• **Your task**
Present the count of lines in the entries below that hold "absolute", and present nothing else.

• **Material for this task**
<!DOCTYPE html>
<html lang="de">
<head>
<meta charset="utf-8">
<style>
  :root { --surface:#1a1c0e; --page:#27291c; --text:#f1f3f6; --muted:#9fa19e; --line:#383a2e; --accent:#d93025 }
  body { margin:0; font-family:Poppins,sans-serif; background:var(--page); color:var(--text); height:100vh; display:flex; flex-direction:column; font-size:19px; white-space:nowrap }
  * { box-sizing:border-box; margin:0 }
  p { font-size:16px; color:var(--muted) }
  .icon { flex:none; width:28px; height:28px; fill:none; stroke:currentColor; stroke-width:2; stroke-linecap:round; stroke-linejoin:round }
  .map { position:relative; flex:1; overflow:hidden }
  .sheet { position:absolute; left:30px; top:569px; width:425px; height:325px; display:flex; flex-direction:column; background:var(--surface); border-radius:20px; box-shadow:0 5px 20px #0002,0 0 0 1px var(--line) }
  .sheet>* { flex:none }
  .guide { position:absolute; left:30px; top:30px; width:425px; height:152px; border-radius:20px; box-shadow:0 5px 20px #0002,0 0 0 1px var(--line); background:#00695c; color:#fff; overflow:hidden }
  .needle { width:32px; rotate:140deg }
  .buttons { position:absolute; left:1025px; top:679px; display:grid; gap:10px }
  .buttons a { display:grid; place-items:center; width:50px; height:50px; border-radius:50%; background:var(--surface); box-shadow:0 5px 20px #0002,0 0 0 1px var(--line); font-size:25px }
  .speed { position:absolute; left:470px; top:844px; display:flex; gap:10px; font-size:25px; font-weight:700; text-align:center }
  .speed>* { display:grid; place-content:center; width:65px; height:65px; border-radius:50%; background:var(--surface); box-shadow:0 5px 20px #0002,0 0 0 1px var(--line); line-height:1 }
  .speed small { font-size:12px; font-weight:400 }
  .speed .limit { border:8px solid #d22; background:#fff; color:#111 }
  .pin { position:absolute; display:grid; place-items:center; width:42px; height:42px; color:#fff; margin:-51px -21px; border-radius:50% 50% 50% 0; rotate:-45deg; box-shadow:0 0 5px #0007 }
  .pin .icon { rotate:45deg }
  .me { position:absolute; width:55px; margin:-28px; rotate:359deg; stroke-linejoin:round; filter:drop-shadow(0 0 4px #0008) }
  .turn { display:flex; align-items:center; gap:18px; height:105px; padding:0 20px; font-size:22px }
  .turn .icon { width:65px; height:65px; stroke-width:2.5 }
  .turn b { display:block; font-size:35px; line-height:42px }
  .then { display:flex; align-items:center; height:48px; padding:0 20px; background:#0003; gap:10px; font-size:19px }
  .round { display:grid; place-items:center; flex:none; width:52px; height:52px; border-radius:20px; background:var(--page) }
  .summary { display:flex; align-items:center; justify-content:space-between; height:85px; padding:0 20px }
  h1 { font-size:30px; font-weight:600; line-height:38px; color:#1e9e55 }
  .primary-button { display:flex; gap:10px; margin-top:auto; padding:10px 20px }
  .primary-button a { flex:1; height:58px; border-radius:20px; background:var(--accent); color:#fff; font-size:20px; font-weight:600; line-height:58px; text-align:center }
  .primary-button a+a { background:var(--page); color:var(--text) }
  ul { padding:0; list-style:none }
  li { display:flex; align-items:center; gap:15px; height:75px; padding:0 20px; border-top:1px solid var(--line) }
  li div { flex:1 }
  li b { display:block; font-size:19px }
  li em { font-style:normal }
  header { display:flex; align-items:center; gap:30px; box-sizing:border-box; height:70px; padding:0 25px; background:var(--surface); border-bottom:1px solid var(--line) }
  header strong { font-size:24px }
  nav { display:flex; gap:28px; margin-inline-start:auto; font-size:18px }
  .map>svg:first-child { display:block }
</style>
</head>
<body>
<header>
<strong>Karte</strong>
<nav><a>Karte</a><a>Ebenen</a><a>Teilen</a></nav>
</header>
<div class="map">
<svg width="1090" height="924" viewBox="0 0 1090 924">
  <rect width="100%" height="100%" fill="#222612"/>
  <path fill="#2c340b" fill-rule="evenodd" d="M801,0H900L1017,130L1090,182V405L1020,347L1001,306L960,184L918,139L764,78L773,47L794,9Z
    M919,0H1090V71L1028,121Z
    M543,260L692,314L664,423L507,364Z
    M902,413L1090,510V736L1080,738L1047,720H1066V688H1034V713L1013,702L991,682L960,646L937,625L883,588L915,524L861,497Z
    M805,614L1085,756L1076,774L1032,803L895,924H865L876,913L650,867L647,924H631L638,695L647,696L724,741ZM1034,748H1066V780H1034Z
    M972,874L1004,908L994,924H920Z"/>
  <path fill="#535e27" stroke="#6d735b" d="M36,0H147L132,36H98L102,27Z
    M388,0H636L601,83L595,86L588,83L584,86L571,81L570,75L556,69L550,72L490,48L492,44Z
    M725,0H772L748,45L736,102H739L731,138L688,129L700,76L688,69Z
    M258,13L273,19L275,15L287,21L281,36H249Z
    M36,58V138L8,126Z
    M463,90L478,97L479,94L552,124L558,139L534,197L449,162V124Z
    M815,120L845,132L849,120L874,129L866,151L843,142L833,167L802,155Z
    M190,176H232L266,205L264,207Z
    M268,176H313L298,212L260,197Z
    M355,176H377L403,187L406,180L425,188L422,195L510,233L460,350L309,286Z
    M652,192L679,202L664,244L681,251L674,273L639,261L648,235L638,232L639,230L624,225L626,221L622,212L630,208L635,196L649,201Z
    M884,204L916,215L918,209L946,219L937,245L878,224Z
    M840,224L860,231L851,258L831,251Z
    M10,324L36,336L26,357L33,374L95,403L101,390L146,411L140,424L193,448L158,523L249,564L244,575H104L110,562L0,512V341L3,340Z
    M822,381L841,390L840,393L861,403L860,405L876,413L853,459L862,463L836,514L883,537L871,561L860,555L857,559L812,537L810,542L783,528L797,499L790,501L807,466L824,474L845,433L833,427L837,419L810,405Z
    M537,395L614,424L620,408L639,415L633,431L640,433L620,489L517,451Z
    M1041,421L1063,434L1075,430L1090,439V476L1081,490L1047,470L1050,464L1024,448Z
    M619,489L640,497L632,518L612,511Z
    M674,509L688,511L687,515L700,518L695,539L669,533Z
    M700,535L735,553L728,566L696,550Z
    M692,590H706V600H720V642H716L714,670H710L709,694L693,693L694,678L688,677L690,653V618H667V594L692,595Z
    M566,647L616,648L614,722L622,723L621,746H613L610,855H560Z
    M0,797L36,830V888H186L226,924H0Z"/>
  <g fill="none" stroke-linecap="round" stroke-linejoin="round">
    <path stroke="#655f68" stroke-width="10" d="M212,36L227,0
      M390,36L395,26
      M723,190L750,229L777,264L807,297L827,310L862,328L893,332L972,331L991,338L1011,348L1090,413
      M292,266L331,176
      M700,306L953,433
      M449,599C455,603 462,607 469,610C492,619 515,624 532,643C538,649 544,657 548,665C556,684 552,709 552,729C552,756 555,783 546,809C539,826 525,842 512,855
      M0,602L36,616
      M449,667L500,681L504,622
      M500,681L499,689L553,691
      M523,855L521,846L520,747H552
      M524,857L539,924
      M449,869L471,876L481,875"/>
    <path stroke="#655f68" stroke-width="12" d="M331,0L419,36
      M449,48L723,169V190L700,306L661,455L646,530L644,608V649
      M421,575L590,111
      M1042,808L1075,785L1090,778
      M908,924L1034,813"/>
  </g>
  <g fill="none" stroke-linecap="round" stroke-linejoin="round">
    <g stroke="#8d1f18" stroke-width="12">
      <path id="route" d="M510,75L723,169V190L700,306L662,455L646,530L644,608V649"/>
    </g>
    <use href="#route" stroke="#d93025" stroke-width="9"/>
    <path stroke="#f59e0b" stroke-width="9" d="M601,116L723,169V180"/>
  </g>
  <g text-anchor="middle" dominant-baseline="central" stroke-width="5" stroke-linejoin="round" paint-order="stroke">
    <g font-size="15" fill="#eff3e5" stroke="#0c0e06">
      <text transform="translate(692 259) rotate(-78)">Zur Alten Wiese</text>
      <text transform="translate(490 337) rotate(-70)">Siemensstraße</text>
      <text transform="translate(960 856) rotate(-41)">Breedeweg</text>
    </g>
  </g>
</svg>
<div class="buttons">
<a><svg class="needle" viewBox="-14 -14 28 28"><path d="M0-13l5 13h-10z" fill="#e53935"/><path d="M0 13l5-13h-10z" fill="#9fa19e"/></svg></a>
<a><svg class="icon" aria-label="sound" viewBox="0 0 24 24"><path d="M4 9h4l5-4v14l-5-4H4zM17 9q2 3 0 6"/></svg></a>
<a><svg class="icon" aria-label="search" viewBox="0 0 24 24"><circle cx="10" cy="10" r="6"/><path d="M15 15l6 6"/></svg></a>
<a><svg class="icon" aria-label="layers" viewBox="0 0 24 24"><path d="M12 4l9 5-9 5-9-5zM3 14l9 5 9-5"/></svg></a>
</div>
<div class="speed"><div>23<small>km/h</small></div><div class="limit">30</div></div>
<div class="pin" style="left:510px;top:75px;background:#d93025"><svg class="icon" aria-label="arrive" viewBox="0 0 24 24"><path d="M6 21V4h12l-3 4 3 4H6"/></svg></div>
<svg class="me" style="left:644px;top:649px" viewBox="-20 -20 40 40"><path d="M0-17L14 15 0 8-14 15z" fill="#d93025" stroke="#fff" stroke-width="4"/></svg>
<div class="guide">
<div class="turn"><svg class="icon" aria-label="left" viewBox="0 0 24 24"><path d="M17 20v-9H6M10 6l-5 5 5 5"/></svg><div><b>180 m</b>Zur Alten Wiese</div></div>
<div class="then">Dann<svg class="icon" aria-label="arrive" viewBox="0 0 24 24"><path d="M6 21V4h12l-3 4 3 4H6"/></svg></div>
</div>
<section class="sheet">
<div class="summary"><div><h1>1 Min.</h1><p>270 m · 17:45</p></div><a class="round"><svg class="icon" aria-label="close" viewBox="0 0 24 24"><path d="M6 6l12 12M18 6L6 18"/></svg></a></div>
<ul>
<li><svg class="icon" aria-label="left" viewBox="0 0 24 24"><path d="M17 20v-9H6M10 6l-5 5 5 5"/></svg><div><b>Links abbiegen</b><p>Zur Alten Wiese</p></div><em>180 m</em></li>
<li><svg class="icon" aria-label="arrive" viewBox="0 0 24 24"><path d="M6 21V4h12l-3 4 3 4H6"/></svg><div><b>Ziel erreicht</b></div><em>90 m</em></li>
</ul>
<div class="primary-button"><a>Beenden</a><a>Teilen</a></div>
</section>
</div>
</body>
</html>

• **Answer below**
6